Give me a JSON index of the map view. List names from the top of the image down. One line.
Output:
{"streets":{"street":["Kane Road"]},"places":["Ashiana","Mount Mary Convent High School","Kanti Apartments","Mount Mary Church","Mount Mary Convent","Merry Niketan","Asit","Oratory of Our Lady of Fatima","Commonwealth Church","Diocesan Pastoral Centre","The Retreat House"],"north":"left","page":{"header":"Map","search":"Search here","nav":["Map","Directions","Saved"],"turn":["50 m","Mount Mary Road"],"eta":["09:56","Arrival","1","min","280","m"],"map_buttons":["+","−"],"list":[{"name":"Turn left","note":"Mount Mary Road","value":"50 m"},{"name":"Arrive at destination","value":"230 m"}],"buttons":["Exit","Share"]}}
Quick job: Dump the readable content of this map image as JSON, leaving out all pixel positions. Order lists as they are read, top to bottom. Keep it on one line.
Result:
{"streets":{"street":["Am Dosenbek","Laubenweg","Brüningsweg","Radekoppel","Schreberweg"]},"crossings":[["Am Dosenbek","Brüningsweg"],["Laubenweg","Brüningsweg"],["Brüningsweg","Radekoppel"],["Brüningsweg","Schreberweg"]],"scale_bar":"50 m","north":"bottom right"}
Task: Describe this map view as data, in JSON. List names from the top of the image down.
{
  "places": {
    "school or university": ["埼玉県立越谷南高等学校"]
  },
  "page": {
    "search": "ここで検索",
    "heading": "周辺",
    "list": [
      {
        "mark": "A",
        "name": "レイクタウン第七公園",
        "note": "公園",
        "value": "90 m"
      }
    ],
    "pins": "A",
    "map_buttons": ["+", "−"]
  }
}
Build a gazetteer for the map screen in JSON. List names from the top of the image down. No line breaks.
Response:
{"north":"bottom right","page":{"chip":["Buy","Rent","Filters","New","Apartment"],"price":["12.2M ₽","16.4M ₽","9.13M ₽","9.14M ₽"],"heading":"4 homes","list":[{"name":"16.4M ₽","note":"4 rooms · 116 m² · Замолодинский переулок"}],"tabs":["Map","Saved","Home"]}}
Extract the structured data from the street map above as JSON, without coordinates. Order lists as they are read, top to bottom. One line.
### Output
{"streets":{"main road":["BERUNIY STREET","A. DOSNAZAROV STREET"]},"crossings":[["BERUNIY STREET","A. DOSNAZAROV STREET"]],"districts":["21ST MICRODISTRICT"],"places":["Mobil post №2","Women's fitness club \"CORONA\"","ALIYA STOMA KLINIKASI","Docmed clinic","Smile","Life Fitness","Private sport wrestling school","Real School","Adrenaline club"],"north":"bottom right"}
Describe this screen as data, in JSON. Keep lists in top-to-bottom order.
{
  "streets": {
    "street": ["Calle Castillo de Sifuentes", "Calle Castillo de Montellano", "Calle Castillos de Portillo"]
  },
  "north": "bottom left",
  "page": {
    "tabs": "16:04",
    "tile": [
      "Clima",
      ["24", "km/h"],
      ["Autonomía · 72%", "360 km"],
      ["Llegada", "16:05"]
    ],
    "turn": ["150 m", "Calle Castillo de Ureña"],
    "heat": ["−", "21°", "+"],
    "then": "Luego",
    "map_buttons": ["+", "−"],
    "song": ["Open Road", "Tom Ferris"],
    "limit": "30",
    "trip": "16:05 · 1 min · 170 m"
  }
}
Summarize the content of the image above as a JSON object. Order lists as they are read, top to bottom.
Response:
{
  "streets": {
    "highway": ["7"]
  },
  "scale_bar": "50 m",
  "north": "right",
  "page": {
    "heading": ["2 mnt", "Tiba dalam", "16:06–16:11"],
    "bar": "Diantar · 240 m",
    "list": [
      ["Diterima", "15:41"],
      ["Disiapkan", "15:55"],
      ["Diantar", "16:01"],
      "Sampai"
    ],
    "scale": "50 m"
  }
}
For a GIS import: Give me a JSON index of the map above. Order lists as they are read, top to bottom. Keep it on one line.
————
Activity: Each line of the records that contains the string "Give" must be copied.

Answer to this problem:
Give me a JSON index of the map view. List names from the top of the image down. One line.
For a GIS import: Give me a JSON index of the map above. Order lists as they are read, top to bottom. Keep it on one line.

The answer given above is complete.